Zhu et al. used high-throughput sequencing and qRT-PCR to investigate miRNAs in pooled plasma samples of Chinese women with (n = 10) or without (n = 10) GDM between 16 and 19 weeks of gestation. Five miRNAs (miR-16, miR-17, miR-19a, miR-19b, and miR-20a) were significantly upregulated in GDM compared to controls [139]. Bioinformatic analysis revealed that the targets of these miRNAs are associated with mitogen-activated protein kinase (MAPK), insulin, transforming growth factor beta (TGF-β), and mammalian target of rapamycin (mTOR) signaling pathways, providing insight into the role of these miRNAs in GDM. Cao et al. investigated miR-16, miR-17, and miR-20a in a larger cohort of Chinese women at 16–19 weeks, 20–24 weeks, and 24–28 week of gestation and found sustained increased expression in the plasma of women with GDM (n = 85) compared to controls (n = 72) at all the measured time points. However, they did not observe differences in the expressions of miR-19a and miR-19b [140], as previously reported by Zhu et al. More recently, Pheiffer et al. reported conflicting results. The expression of all five miRNAs were decreased in South African women with GDM; however, only the decreased expression of miR-20a was statistically significant [5].
Functional analyses of these miRNAs provided support for their role in the development of GDM [141,142,143,144]. Many other miRNAs were reported to exhibit altered expression during GDM, although these were identified in single studies only (Table 3).

6.2. Limitations of Circulating microRNA Profiling

The studies reviewed above highlight several miRNA candidates as biomarkers for GDM. However, the results are often discordant, possibly due to the different sample types and sizes, gestational age, and the methods of analysis used.
Differences in miRNA expression were reported in serum and plasma, suggesting that factors during the coagulation process could influence expression [145]. Currently, there is no consensus on the best quantification method to use when profiling circulating miRNAs. Different methods of quantification are known to vary in sensitivity and specificity [146], which may impact the accuracy and interpretation of the data.
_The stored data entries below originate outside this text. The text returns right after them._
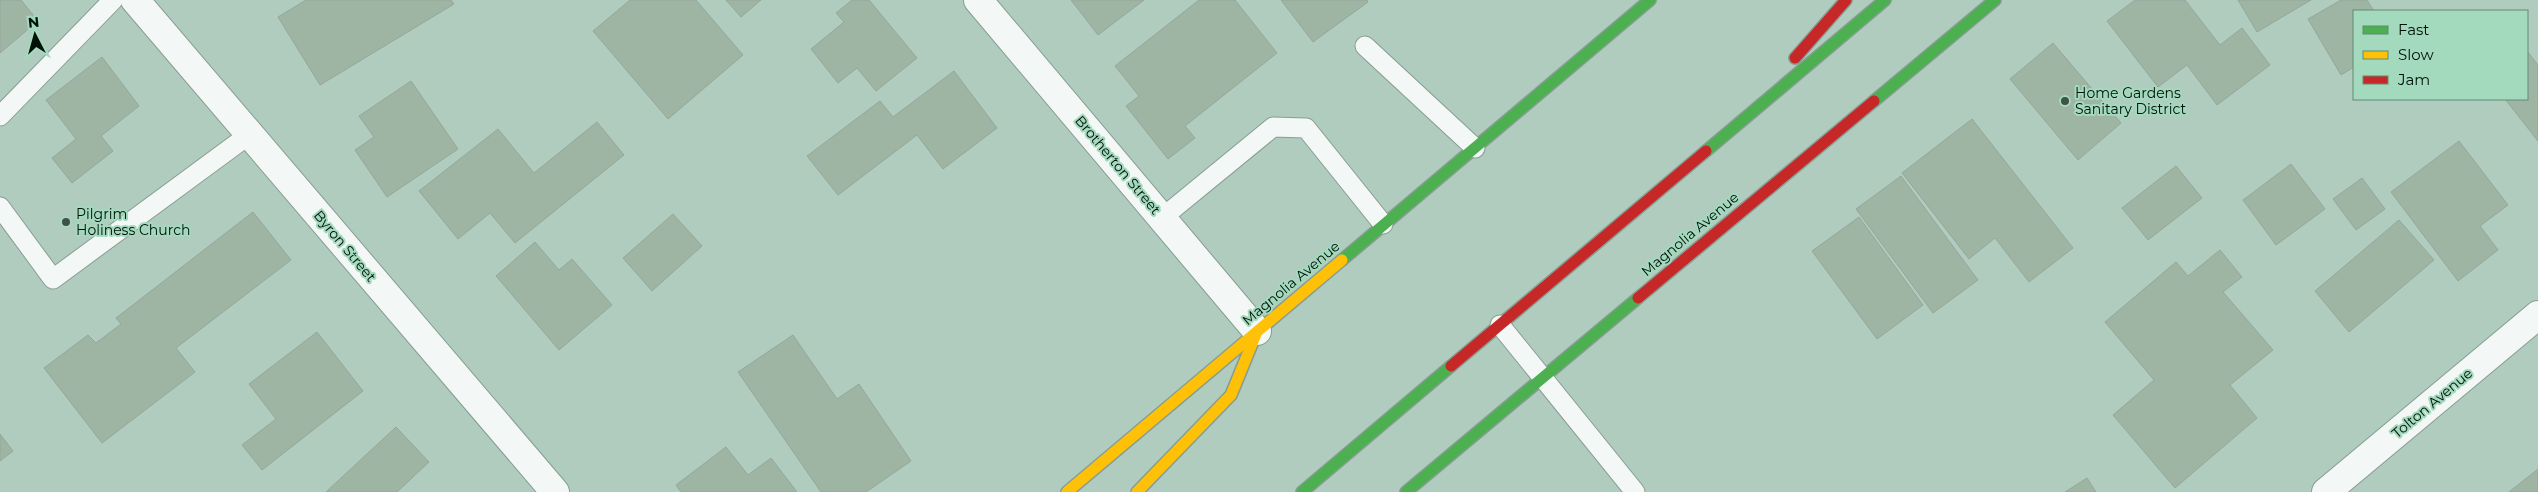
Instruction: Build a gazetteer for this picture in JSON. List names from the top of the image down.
{
  "streets": {
    "main road": ["Magnolia Avenue"],
    "street": ["Brotherton Street", "Byron Street", "Tolton Avenue"]
  },
  "crossings": [
    ["Brotherton Street", "Magnolia Avenue"]
  ],
  "places": ["Home Gardens Sanitary District", "Pilgrim Holiness Church"],
  "legend": ["Fast", "Slow", "Jam"],
  "north": "top"
}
Moreover, data normalization presents a significant challenge for the analysis of circulating miRNA profiling. Although strategies using exogenous miRNAs such as C. elegans miR-39 were proven to be less variable than endogenous reference genes, no ideal normalization strategy exists [147]. Thus, standardized guidelines for miRNA profiling would aid in the biological interpretation of miRNA data.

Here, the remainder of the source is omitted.